I am trying to solve a data cleaning step in a Machine Learning problem where I should group all the elements in the long tail in a common category named "Others". For example, I have a dataframe like this:
val df = sc.parallelize(Seq(
(1, "ABC"),
(2, "ABC"),
(3, "123"),
(4, "FPK"),
(5, "FPK"),
(6, "ABC"),
(7, "ABC"),
(8, "980"),
(9, "abc"),
(10, "FPK")
)).toDF("n", "s")
I want to keep the categories "ABC"
and "FPK"
since they appear several times, but I don't want to have one different category for: 123,980,abc
Since they appear just once. So What I would like to have instead is:
+---+------+
| n| s|
+---+------+
| 1| ABC|
| 2| ABC|
| 3|Others|
| 4| FPK|
| 5| FPK|
| 6| ABC|
| 7| ABC|
| 8|Others|
| 9|Others|
| 10| FPK|
+---+------+
To achieve this what I tried is this:
val newDF = df.withColumn("s",when($"s".isin("123","980","abc"),"Others").otherwise('s)
This works fine.
But I would like to programatically decide what categories belong to the long tail, in my case appear just once in the originall dataframe. So I wrote this to create a dataframe with those categories that only appear once:
val longTail = df.groupBy("s").agg(count("*").alias("cnt")).orderBy($"cnt".desc).filter($"cnt"<2)
+---+---+
| s|cnt|
+---+---+
|980| 1|
|abc| 1|
|123| 1|
+---+---+
Now I was trying to convert the values of the column "s" in this longTail dataset into a List to exchange it by the one I hardcoded before.
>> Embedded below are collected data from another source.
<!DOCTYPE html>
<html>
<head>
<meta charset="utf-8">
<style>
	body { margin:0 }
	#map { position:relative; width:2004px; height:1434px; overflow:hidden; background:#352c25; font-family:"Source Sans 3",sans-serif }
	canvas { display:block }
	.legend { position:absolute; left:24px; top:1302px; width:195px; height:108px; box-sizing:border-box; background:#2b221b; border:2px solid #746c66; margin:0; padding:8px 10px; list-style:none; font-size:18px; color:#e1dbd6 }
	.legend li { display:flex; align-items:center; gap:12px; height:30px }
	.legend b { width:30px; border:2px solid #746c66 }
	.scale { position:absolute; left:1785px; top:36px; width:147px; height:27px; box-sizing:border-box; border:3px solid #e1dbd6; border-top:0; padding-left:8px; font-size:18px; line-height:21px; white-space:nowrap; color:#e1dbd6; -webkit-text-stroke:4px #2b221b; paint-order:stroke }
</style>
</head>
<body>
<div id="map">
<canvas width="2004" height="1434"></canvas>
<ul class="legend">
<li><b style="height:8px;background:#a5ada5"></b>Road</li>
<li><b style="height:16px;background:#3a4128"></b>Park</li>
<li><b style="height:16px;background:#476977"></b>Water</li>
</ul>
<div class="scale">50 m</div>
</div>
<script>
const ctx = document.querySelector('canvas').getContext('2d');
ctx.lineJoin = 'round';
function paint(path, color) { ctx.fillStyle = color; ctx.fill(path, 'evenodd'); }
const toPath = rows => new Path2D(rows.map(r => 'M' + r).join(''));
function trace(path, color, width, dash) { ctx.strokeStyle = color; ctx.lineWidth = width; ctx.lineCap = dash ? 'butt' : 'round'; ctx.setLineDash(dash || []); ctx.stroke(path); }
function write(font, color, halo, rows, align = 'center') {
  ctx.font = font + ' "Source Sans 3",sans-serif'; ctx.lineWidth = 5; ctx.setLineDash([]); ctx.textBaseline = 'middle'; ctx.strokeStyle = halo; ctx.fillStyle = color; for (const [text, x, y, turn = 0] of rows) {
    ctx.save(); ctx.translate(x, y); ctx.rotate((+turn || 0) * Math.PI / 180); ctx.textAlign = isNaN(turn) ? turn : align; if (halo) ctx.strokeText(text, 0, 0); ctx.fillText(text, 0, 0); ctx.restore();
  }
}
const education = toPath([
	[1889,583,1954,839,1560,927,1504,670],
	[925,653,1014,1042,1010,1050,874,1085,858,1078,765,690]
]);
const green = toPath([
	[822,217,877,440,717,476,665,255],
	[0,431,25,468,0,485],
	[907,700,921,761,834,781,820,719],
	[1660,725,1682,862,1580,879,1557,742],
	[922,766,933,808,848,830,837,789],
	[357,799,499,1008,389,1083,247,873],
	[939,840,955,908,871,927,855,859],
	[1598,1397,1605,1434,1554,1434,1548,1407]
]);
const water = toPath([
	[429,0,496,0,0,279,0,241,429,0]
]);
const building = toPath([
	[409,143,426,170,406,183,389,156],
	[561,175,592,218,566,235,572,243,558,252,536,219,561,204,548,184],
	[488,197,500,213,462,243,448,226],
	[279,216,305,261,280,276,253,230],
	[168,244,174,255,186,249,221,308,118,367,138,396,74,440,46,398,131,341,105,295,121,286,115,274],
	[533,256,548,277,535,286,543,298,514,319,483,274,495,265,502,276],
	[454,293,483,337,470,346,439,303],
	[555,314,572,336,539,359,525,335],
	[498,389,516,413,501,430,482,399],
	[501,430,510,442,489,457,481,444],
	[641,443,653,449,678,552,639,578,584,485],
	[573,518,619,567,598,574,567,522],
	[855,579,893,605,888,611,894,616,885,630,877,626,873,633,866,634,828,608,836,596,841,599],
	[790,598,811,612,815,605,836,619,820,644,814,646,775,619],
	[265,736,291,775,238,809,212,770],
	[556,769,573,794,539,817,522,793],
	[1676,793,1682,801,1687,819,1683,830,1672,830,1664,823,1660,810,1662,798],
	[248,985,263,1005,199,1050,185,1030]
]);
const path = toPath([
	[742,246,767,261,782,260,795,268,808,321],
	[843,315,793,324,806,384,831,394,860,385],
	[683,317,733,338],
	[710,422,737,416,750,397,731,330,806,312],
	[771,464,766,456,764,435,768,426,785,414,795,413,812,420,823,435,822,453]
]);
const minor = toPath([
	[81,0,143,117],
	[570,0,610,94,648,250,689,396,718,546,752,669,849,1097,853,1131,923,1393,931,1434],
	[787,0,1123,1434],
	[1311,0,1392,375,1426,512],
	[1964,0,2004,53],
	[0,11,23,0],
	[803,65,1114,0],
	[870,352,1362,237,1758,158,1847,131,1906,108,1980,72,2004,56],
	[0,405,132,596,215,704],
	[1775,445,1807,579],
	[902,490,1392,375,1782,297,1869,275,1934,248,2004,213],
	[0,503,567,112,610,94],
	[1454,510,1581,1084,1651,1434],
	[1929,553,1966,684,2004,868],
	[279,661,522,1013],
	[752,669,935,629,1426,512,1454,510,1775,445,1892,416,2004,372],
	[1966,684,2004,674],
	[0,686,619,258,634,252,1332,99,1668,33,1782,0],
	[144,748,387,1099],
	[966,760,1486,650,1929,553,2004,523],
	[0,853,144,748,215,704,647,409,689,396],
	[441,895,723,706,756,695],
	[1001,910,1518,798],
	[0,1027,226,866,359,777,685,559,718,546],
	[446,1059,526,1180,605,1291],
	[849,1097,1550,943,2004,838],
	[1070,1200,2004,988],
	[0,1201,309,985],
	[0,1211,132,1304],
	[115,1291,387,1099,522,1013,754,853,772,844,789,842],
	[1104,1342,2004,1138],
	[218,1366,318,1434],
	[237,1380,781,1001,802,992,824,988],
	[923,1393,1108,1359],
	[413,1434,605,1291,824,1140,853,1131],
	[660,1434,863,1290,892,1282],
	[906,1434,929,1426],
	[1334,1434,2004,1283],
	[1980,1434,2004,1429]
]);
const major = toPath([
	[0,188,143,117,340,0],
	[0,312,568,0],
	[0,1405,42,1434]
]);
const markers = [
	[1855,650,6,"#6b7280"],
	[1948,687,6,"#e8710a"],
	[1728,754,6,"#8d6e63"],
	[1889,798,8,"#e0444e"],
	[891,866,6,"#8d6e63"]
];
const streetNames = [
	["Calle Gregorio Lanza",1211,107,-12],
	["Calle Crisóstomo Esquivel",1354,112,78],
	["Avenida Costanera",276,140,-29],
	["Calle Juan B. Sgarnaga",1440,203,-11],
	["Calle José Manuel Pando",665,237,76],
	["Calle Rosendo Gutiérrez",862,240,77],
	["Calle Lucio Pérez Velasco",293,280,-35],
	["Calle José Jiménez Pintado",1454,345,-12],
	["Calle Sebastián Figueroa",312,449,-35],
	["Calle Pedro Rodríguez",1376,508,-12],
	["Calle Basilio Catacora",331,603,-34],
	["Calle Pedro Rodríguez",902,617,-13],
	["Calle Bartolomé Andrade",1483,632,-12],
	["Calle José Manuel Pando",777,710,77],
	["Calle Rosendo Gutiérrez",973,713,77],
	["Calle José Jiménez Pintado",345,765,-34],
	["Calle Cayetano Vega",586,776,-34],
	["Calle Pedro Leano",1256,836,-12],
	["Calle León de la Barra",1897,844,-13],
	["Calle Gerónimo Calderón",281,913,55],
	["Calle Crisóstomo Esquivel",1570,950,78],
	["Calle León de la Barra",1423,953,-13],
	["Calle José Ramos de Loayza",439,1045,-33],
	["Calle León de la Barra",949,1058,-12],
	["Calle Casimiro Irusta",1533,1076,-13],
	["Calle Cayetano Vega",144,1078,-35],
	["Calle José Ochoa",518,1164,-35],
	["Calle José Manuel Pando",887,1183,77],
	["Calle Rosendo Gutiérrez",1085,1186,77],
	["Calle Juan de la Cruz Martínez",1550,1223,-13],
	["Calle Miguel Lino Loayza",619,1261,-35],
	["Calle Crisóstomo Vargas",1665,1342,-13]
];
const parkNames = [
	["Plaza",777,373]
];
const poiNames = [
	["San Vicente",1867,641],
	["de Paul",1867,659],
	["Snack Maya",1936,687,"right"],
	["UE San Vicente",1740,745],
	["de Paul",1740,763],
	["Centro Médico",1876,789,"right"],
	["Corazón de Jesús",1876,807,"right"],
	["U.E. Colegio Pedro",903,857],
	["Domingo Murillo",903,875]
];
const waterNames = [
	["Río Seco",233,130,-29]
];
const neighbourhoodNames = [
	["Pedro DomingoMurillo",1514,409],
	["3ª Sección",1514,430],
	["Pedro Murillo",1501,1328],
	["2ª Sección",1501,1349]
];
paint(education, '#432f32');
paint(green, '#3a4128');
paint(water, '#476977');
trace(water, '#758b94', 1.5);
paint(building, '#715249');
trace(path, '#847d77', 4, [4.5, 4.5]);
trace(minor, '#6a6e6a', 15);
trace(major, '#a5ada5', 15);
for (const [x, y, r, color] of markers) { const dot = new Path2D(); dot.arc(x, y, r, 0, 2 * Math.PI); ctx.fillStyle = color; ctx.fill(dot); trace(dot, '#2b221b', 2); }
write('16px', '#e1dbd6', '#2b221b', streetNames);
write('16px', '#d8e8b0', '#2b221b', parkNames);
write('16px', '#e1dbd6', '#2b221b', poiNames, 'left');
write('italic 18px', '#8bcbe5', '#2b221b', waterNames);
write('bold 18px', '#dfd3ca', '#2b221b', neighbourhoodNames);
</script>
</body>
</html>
So I tried with:
val ar = longTail.select("s").collect().map(_(0)).toList
ar: List[Any] = List(123, 980, abc)
But when I try to add the ar
val newDF = df.withColumn("s",when($"s".isin(ar),"Others").otherwise('s))
I get the following error:
java.lang.RuntimeException: Unsupported literal type class scala.collection.immutable.$colon$colon List(123, 980, abc)
What am I missing?